2. A virtual testbed to construct rich interactive tasks. The major limitation of collecting real-world interaction data can be summarized as three folds: i) a specific setup is needed to trace one form of interaction, ii) amount of efforts need to spend on data cleaning and labeling, and iii) a single dataset is not capable to capture different modalities of interactions at the same time. To overcome those issues, we propose and develop a virtual testbed, VRGym platform, for realistic human-robot interactive tasks (Big Tasks). In VRGym, the pipelines we developed are able to synthesize diverse photo-realistic 3D scenes that incorporate various forms of interactions through physics-based simulation. Given available rich interactions, we expect to grow a general-purpose agent from the interactive tasks and advance the research areas of robotics, machine learning as well as cognitive science.
3. Robot learning from imperfect demonstrations — small data. In the area of learning from demonstration, interacting with objects, one essential element is the creation of expert demonstrations. However, non-trivial efforts are needed when collecting those demonstrations and a large portion of them contains failure cases. We develop the demonstration setup for learning objects grasping skills upon VRGym platform with VR human interfaces. Human performers interact with the virtual scene by teleoperating the virtual robot arm. At the same time, the demonstration is evaluated through physics simulation such that even a perfect task plan may fail during the execution. Given the sparsity of demonstrations, we think the failed ones are valuable in addition to the perfect demonstration. This enlightens us to exploit the implicit characteristics of small data in the presence of imperfect demonstrations.
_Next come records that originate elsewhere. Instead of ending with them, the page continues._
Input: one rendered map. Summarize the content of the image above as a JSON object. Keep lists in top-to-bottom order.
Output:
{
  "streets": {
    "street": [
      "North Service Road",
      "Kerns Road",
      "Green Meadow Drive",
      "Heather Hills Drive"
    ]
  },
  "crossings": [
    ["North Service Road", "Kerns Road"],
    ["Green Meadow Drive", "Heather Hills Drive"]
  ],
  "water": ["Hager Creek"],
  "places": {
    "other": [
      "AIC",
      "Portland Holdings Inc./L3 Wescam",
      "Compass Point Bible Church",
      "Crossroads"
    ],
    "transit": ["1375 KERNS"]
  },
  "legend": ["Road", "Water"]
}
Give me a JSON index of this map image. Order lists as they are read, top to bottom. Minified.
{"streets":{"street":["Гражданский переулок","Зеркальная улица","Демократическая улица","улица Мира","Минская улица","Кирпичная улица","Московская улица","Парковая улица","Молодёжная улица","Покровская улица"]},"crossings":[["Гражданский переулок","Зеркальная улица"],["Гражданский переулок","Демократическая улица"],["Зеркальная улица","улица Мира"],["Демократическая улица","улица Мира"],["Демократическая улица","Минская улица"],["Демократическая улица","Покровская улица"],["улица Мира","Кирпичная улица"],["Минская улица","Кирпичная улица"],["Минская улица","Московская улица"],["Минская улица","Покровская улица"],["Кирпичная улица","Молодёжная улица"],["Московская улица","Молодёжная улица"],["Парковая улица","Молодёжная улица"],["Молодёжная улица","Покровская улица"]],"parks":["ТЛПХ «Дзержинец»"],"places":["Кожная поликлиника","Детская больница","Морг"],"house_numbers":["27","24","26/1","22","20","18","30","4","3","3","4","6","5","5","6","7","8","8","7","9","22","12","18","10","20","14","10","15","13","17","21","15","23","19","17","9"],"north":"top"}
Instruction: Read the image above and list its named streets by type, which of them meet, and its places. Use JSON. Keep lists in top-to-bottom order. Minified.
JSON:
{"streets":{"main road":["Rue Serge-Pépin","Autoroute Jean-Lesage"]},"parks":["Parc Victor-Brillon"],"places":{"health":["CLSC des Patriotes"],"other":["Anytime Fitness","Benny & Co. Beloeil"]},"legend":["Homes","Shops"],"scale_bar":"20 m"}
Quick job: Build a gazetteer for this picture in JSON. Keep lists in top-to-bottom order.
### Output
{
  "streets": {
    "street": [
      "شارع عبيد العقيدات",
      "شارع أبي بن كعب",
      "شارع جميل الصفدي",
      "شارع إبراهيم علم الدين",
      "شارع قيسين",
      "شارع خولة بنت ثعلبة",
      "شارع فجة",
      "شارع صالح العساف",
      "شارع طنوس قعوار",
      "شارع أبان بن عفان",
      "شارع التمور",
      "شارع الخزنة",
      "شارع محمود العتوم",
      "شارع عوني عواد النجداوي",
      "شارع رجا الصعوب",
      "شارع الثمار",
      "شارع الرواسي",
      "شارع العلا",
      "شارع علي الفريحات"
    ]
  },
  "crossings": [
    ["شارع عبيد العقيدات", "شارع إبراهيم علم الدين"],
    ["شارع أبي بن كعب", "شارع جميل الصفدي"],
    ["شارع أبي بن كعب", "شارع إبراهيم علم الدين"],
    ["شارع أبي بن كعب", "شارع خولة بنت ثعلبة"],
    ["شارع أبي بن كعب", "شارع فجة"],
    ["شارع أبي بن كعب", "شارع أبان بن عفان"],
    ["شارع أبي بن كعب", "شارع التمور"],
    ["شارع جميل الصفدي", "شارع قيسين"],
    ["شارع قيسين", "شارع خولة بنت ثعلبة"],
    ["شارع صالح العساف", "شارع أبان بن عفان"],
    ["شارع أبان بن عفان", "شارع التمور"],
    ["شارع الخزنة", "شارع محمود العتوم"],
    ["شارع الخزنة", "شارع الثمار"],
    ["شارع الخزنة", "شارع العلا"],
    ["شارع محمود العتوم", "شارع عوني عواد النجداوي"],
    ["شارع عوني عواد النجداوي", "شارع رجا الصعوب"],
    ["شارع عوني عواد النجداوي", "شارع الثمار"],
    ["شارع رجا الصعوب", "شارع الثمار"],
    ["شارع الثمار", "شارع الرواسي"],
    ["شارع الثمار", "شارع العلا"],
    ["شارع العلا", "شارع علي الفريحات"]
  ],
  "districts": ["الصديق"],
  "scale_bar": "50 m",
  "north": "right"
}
4. A game platform for large-scale social interactions. Social interactions are another important branch that goes beyond physical only interactions. To develop a general-purpose agent, it has to properly infer other agents motion or intentions and applies socially acceptable behaviors when interacting in the scene. Inspired by those facts, we leverage a popular computer game platform, Grand Theft Auto (GTA), to automatically construct fruitful realistic social interactions in the simulated urban scenarios. The city transportation system, including vehicles and pedestrians, can be fully controlled by the developed modding scripts. The GTA platform is a supplement to VRGym that extends robot learning from interactions to a larger scale. We utilize it to synthesize multi-vehicle driving scenarios and study the problem of trajectories prediction as to the basis of intentions inference. We highlight the safety aspect by predicting collision-free trajectories that accord with the social norm for vehicle driving.